Data section

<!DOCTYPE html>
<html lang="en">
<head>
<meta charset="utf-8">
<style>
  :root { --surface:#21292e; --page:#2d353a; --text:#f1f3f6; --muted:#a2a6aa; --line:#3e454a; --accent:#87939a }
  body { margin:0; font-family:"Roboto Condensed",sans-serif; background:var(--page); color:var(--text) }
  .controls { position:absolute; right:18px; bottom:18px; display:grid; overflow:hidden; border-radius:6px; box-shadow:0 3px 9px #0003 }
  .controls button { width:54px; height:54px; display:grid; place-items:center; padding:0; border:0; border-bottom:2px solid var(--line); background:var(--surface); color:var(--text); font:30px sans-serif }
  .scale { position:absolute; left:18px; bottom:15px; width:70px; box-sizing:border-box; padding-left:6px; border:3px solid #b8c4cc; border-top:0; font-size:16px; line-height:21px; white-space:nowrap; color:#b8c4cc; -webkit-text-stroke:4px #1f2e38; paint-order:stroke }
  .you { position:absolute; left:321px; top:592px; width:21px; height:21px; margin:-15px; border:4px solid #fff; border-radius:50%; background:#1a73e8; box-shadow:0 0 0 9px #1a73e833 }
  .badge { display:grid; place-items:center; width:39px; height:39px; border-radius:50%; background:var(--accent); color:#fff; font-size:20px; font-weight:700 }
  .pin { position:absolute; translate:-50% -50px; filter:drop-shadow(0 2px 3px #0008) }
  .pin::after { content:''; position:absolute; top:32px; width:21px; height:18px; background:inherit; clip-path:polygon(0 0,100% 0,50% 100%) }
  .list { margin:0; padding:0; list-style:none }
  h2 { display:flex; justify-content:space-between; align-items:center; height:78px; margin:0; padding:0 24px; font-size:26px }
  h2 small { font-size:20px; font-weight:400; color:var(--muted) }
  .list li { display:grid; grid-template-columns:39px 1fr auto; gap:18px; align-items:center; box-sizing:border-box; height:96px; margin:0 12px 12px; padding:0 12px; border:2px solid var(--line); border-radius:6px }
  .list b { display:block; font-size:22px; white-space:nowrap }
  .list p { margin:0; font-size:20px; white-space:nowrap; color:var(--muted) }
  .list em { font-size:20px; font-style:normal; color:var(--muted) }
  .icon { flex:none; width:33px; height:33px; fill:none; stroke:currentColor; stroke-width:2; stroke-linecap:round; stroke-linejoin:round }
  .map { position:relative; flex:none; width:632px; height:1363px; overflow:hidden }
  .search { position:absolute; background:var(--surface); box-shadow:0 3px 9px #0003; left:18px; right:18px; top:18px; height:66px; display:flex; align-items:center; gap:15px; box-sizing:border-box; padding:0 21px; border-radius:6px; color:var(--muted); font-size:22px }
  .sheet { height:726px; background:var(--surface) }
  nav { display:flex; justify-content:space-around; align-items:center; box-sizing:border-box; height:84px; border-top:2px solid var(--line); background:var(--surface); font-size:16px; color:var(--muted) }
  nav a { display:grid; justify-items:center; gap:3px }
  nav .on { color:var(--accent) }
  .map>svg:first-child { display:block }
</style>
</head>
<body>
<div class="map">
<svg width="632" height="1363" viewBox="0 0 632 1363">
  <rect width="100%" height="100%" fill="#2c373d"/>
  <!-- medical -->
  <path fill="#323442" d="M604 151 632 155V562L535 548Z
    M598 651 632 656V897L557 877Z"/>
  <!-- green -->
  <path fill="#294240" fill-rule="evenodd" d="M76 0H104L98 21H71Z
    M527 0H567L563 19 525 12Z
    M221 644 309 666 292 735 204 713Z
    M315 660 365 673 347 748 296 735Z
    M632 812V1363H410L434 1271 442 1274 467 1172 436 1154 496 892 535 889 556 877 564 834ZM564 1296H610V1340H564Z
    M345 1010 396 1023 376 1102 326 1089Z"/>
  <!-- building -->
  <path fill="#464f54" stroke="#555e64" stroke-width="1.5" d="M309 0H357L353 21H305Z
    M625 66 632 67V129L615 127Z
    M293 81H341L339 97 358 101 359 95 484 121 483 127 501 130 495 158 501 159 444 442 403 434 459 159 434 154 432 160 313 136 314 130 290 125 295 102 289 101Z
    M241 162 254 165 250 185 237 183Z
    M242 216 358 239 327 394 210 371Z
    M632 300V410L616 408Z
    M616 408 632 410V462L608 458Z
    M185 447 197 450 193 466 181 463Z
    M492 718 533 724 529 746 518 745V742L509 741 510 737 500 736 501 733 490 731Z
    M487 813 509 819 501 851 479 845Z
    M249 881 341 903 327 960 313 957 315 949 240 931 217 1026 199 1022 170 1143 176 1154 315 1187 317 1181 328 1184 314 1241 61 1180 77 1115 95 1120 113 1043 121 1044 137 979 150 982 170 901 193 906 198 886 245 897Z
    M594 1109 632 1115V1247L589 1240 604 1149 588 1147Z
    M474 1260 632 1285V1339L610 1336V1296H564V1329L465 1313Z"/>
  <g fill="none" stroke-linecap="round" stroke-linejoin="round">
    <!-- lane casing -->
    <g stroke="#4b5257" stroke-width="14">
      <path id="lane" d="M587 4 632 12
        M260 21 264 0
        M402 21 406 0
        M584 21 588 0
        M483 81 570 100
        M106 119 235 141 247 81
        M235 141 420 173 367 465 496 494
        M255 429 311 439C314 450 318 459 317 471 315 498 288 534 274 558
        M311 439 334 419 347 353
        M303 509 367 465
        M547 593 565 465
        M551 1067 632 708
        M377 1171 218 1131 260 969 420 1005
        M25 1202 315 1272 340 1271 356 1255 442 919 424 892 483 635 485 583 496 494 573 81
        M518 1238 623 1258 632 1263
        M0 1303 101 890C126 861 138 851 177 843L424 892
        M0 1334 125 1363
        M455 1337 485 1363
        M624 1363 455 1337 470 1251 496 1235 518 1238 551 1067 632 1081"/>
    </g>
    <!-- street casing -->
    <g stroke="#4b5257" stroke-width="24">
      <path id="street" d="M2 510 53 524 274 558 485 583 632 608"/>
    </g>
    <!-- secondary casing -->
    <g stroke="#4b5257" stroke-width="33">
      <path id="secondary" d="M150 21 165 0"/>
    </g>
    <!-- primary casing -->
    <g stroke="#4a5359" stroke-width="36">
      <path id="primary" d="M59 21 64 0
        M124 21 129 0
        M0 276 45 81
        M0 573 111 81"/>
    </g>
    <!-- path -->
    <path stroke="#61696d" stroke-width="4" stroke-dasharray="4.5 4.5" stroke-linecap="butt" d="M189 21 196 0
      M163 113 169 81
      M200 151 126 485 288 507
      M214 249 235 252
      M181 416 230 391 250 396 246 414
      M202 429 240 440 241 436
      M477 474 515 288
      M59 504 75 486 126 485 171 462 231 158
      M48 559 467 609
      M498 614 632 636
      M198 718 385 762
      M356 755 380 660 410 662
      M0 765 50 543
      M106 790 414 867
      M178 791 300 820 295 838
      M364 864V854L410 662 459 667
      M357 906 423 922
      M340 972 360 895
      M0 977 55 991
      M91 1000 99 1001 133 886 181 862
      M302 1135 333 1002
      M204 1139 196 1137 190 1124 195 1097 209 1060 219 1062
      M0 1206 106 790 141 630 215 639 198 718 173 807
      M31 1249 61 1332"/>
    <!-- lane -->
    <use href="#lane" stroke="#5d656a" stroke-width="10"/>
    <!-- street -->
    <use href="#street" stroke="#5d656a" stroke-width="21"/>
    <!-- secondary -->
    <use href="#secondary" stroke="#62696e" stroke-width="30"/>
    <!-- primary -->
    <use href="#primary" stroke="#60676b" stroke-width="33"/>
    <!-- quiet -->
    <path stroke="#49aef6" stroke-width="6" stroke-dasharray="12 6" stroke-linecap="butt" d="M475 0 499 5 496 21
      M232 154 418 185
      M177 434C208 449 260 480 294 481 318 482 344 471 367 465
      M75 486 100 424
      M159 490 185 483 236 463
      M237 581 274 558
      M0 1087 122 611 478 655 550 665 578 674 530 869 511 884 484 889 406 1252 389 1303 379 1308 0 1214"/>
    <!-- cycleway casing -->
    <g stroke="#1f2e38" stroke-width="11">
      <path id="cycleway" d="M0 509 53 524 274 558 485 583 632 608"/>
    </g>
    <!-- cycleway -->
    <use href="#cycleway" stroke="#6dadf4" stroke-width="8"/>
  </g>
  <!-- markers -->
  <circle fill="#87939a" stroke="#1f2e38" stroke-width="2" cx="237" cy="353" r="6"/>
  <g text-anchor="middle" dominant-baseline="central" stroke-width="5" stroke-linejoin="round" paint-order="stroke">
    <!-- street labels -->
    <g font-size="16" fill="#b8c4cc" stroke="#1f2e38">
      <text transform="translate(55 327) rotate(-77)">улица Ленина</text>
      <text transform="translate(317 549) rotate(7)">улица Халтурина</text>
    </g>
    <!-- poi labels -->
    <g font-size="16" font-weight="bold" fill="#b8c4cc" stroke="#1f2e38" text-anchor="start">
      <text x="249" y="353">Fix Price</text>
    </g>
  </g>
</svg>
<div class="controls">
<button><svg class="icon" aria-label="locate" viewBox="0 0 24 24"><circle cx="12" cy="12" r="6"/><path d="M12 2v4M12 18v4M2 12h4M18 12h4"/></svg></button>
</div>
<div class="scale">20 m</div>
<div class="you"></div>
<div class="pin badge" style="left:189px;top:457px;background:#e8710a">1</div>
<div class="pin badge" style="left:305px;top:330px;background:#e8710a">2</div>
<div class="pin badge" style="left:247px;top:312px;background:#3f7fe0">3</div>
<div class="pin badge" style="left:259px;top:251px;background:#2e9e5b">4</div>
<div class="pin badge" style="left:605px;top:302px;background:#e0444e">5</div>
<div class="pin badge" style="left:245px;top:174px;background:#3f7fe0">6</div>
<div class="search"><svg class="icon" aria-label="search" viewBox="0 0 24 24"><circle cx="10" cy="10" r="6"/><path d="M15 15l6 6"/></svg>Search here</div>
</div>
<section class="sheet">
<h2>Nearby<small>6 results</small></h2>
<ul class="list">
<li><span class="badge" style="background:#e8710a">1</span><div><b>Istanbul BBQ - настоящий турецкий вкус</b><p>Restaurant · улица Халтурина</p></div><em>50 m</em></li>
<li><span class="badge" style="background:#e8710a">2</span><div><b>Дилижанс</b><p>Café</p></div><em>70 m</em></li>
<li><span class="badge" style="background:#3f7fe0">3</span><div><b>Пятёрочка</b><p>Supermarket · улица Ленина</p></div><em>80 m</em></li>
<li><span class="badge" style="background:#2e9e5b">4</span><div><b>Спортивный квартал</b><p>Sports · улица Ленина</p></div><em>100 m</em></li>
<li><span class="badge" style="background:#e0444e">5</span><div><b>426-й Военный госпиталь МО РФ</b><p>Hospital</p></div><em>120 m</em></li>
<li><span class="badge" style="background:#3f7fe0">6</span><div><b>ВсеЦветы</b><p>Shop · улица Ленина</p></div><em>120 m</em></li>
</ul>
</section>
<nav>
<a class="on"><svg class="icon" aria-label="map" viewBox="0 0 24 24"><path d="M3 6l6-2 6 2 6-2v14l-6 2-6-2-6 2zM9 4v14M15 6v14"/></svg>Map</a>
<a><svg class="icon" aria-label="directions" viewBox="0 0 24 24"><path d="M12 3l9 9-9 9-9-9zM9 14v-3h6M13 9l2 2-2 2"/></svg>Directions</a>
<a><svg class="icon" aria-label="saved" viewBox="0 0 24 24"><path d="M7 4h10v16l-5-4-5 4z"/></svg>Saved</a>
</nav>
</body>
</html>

Exercise
Gather each line of the records holding the string "body".

Task response
  body { margin:0; font-family:"Roboto Condensed",sans-serif; background:var(--page); color:var(--text) }
<body>
</body>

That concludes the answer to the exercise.